§ **PROBLEM DETAILS**: Only the lines holding the word "Hospital" are wanted; copy each of them from the listing.

§ **THE RECORDS**:
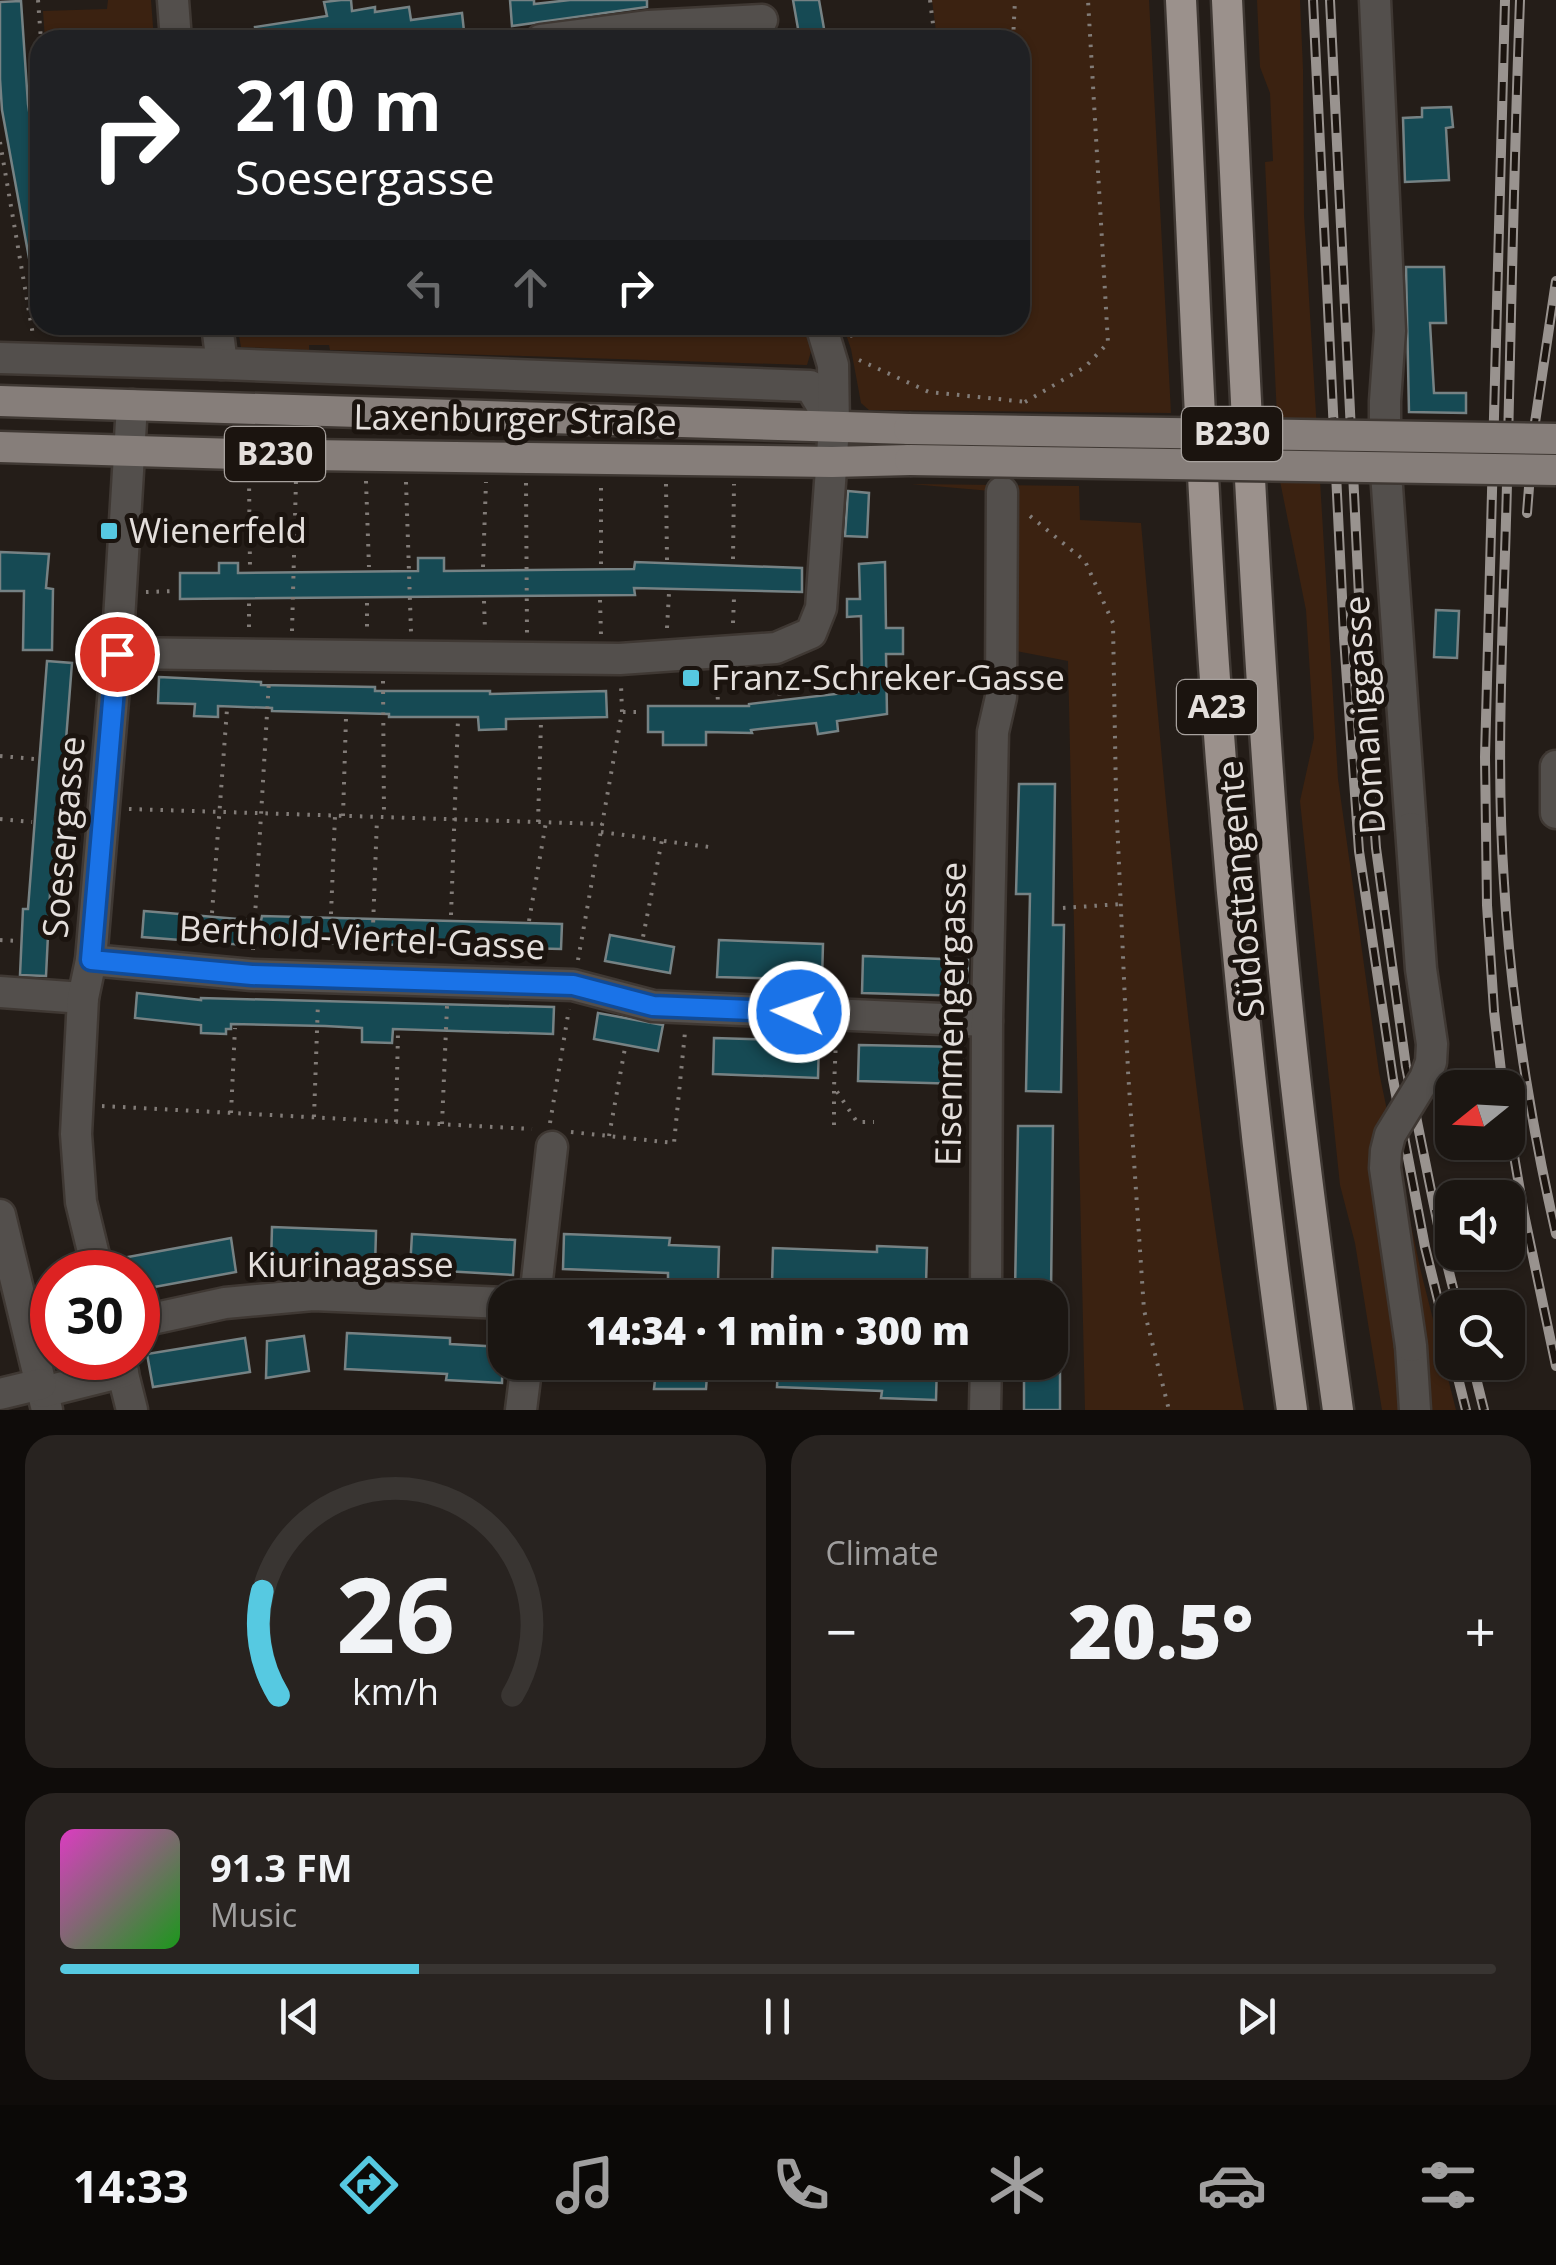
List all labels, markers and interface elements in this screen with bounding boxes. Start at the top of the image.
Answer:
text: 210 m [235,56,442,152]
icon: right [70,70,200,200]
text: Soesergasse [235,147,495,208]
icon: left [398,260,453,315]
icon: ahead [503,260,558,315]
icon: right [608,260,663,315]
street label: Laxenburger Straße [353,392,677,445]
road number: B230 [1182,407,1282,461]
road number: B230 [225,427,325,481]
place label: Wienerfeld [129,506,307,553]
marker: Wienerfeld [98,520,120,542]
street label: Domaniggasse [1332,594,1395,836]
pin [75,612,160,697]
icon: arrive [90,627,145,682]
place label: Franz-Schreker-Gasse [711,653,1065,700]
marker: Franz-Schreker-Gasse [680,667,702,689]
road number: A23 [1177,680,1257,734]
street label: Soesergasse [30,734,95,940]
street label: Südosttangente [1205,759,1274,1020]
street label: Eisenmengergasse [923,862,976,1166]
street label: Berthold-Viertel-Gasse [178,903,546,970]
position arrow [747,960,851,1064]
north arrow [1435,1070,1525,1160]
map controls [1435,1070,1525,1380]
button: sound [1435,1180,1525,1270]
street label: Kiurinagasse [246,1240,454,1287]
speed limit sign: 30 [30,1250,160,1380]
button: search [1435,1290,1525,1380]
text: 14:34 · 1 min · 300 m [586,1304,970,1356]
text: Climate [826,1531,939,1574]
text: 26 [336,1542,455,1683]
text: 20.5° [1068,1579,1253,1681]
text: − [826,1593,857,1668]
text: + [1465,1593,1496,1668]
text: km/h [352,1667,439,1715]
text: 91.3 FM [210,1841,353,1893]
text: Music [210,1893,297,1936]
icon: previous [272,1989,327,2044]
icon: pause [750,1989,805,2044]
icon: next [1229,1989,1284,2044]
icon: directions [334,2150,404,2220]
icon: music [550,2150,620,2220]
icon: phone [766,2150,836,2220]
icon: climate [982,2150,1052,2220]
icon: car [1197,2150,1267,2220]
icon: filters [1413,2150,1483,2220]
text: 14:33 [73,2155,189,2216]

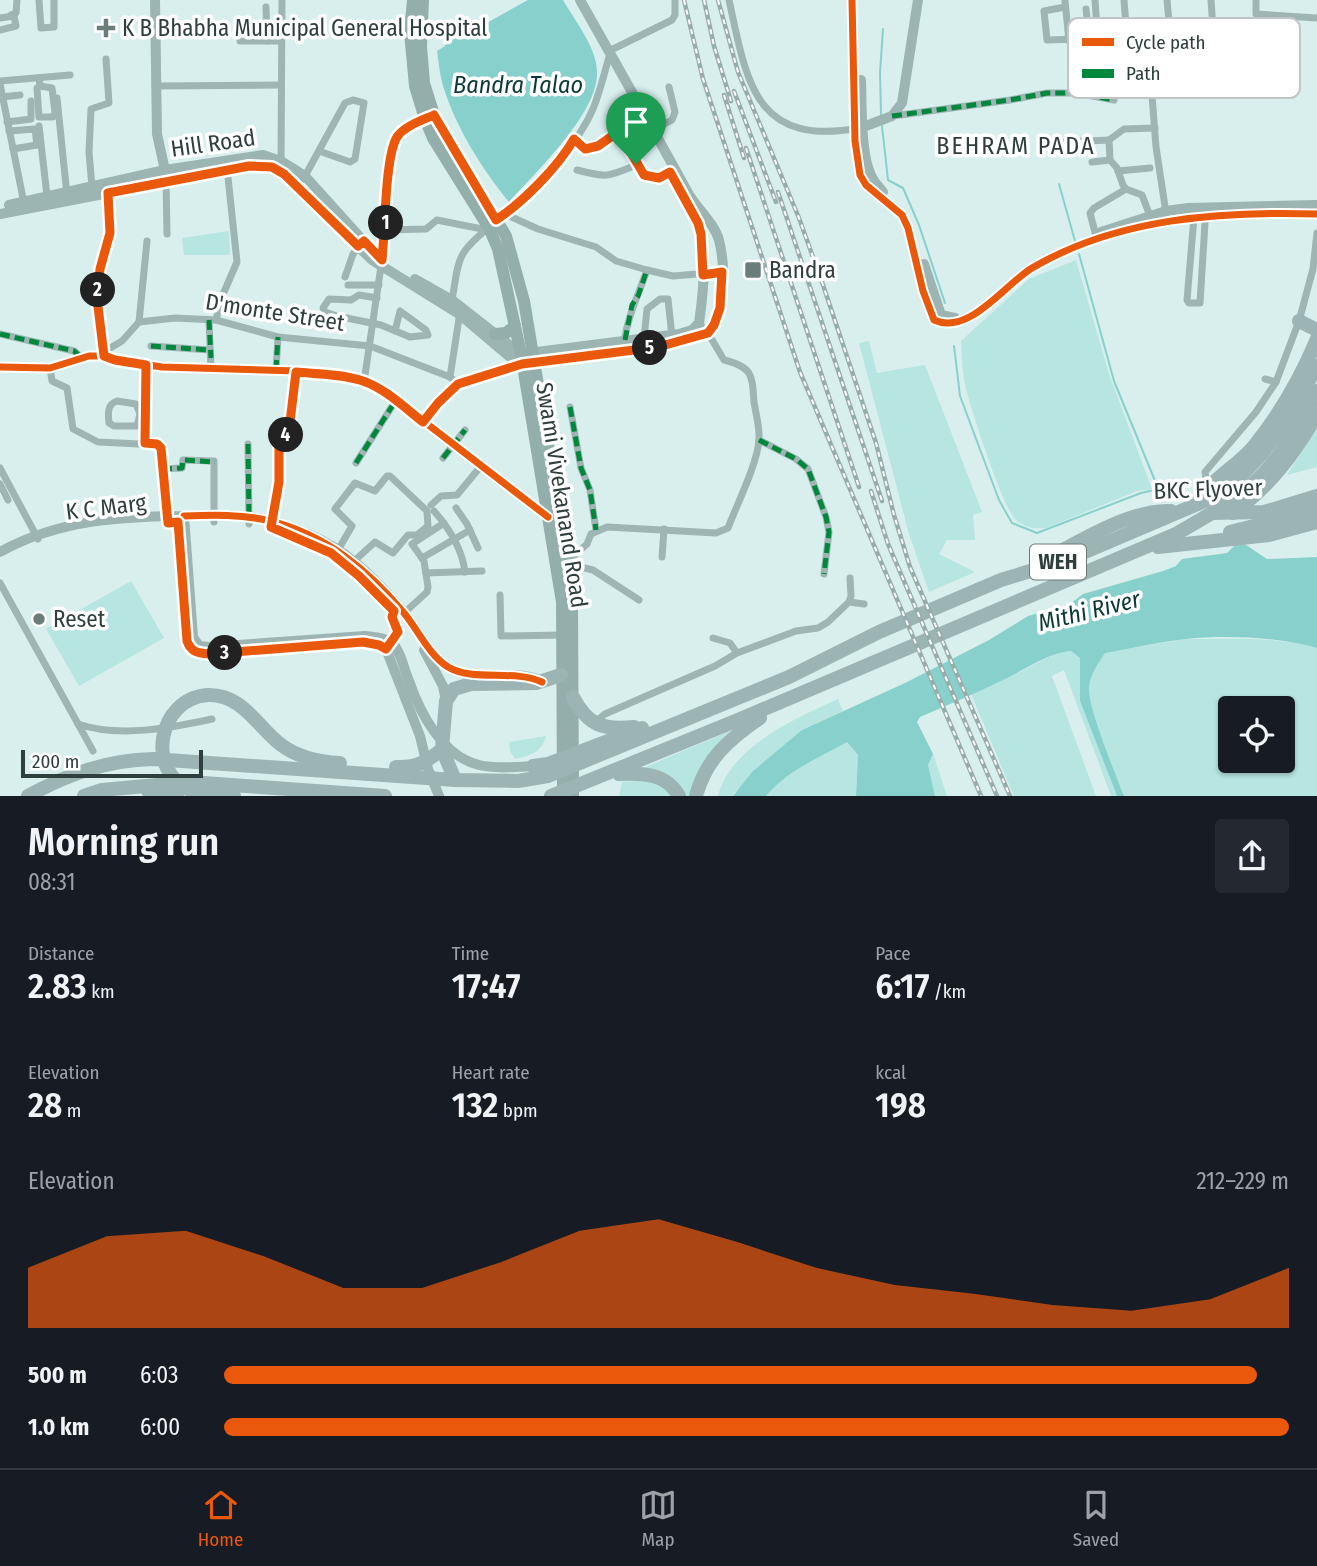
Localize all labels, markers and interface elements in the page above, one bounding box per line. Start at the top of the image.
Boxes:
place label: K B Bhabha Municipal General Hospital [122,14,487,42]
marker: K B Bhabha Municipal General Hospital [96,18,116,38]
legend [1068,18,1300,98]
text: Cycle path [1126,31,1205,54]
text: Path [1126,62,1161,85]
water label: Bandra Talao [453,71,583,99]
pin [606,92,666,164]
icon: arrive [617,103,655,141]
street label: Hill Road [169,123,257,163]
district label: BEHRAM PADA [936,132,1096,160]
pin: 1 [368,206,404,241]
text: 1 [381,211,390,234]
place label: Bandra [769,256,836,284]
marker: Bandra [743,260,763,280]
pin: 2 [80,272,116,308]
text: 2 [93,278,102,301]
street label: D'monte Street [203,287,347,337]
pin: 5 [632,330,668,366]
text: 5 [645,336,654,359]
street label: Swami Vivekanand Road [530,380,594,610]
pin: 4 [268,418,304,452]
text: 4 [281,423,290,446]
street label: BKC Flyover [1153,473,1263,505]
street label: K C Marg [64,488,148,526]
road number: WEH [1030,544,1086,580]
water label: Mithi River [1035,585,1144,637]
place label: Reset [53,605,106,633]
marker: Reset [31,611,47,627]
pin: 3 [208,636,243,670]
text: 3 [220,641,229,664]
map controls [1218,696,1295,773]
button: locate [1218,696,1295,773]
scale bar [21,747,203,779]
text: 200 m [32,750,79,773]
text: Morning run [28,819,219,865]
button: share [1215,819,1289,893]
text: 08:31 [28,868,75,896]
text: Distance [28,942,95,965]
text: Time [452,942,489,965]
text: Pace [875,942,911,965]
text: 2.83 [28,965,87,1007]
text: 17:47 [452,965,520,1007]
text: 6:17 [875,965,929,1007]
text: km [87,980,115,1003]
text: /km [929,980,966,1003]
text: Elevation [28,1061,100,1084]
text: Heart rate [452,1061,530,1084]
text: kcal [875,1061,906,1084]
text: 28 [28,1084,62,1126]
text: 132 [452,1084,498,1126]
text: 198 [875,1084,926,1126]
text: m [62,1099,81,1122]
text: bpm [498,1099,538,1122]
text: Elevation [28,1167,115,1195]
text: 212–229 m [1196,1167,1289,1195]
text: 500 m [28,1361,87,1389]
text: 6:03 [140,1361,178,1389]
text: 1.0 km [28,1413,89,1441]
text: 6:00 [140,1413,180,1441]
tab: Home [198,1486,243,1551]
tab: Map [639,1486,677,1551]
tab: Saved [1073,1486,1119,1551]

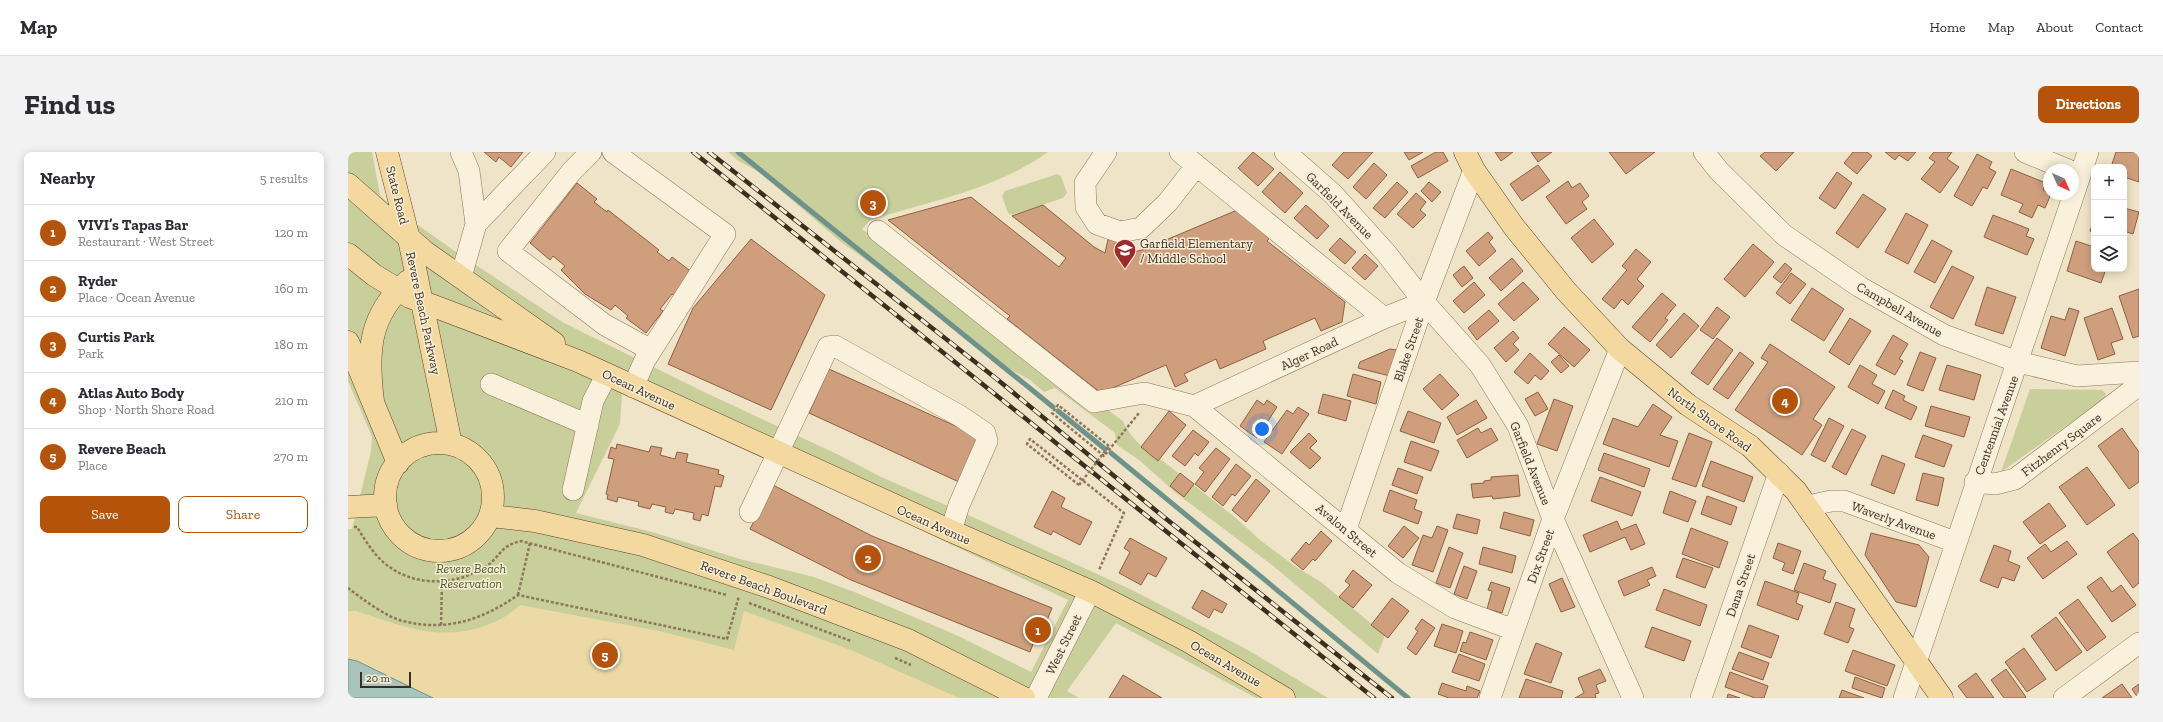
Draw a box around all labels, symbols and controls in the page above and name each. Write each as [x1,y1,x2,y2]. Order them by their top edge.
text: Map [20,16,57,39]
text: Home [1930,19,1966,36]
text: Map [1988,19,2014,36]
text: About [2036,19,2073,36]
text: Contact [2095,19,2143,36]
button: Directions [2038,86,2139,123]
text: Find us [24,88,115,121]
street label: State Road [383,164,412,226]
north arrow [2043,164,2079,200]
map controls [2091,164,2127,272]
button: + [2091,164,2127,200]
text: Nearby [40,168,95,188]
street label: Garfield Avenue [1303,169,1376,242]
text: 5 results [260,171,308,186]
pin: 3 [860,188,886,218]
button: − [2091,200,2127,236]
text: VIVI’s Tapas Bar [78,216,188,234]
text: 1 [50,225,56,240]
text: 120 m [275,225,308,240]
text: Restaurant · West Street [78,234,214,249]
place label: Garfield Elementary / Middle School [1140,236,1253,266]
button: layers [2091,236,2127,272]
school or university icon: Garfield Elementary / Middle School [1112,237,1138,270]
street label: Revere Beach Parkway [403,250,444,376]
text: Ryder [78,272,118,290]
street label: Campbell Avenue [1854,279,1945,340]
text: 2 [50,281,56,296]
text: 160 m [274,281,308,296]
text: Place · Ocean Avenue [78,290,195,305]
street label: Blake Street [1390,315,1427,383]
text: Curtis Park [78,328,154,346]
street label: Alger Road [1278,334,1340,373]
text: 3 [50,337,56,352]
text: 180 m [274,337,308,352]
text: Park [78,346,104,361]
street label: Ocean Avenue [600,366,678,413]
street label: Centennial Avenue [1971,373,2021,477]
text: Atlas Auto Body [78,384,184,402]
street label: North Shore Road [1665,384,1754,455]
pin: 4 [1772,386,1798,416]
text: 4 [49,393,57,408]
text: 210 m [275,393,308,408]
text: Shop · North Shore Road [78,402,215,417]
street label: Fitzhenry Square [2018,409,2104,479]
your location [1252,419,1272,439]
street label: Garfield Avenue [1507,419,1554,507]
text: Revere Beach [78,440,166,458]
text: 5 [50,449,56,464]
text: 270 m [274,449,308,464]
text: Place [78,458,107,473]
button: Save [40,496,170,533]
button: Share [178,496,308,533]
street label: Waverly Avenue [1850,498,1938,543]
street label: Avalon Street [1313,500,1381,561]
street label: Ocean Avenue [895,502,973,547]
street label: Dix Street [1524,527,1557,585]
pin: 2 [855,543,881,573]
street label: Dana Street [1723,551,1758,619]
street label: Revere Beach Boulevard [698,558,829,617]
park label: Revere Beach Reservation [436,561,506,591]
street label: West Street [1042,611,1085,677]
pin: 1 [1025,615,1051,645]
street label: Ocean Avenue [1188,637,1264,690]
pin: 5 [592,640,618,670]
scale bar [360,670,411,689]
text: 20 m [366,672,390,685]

§ **TASK RESPONSE**:
place label: K B Bhabha Municipal General Hospital [122,14,487,42]
marker: K B Bhabha Municipal General Hospital [96,18,116,38]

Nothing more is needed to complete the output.